■ TASK STATEMENT
Work out how many lines of the data below hold the string "they". Answer with that number alone.

Start of INFORMATION GIVEN

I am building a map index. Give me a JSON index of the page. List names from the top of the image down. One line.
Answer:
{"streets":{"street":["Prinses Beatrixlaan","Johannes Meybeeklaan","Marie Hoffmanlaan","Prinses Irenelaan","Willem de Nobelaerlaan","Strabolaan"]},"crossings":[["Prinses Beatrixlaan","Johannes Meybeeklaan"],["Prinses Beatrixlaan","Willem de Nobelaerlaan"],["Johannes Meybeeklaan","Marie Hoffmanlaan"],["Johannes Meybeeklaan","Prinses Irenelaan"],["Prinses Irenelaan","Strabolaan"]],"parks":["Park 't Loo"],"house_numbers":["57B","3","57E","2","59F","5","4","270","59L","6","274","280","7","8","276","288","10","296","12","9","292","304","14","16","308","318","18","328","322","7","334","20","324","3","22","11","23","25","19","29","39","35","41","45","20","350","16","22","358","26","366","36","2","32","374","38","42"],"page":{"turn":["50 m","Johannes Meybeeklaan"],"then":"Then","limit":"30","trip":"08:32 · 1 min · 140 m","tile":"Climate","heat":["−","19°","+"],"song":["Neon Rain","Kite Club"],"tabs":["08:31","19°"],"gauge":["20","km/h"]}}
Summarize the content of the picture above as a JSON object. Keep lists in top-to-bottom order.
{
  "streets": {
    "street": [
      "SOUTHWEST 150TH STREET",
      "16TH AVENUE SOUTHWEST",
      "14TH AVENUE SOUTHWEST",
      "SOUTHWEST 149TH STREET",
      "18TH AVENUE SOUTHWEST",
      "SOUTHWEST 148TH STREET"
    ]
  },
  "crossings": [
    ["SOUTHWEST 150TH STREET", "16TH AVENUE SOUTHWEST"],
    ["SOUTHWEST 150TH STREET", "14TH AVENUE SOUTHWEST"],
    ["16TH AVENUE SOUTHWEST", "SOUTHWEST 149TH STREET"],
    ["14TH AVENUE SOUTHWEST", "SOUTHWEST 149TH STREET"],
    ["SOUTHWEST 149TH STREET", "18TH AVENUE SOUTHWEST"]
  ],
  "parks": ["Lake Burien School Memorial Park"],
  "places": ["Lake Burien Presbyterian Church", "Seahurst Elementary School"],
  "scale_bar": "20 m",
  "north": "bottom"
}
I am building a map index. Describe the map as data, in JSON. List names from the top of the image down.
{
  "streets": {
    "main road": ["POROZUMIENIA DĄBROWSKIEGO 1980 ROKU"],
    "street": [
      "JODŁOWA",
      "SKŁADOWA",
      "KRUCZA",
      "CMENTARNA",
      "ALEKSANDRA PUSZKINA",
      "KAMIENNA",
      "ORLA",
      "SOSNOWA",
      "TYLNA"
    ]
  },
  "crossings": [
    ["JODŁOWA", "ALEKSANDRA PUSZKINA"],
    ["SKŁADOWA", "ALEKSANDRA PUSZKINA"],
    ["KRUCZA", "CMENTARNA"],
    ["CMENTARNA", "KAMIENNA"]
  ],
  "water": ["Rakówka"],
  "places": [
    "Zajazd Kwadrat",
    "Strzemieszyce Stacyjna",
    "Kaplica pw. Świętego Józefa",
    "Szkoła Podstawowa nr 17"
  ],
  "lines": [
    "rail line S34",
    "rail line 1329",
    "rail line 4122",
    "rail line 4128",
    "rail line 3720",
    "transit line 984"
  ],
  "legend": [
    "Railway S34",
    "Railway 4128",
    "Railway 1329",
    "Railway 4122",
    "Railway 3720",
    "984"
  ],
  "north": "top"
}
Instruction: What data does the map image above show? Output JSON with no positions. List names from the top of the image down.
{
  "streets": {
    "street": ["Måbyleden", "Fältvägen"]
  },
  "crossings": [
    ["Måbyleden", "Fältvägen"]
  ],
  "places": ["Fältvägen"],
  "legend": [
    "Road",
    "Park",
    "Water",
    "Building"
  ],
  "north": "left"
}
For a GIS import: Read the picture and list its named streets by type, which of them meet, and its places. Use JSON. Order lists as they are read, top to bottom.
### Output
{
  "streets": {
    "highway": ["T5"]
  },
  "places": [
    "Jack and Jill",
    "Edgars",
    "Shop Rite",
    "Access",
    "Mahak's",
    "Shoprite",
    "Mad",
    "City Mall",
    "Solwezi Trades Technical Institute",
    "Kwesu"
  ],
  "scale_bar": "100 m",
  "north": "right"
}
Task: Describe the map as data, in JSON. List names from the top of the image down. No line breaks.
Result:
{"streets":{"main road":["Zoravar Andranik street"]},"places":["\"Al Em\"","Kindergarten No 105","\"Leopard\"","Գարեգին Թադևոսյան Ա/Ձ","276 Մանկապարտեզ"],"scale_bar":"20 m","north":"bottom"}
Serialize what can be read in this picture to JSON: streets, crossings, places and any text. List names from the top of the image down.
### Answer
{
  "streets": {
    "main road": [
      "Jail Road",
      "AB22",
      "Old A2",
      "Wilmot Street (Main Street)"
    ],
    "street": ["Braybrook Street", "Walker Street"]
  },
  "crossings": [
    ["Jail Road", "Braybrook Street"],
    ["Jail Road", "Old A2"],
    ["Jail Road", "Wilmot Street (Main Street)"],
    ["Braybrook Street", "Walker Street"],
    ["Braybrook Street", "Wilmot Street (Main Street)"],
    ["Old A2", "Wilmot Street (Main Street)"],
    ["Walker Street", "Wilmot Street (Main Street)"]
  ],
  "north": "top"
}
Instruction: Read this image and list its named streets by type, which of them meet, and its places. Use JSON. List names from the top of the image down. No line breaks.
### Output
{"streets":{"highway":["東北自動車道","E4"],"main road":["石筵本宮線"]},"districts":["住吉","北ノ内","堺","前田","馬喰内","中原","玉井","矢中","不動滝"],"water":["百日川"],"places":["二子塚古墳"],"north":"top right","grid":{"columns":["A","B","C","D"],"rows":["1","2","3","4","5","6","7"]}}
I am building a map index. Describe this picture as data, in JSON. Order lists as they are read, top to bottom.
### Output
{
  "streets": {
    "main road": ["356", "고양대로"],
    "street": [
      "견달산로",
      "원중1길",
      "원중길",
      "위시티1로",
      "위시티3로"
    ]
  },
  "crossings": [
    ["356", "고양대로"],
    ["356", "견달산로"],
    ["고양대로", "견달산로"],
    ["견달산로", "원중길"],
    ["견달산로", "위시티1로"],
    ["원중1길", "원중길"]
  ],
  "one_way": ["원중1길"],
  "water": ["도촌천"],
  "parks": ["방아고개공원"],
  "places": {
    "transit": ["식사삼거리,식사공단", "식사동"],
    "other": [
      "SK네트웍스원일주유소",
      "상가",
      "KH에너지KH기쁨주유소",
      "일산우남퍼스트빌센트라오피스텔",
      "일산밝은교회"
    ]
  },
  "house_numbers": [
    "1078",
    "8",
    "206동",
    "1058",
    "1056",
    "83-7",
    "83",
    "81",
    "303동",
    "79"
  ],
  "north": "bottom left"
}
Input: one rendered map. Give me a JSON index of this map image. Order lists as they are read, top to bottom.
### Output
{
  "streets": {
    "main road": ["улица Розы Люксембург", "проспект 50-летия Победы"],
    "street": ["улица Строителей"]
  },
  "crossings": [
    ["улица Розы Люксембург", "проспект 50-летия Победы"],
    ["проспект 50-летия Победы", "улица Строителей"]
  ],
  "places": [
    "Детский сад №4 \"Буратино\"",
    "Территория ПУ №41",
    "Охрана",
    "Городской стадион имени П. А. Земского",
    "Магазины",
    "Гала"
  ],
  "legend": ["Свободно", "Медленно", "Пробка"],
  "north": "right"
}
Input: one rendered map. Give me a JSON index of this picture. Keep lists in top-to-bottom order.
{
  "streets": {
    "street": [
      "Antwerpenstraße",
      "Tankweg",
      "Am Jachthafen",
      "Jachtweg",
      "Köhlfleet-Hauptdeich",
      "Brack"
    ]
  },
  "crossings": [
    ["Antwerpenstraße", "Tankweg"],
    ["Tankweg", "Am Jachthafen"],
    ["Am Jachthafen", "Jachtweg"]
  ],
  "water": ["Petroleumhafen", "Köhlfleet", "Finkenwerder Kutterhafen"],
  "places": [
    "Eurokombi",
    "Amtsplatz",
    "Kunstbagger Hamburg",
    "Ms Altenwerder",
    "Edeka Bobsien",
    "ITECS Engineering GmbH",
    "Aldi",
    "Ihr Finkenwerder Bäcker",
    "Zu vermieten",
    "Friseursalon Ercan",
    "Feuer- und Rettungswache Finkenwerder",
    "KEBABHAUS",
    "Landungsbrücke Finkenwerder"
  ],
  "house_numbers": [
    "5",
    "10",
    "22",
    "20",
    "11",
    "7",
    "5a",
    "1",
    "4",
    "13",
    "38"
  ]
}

End of INFORMATION GIVEN

■ OUTPUT
3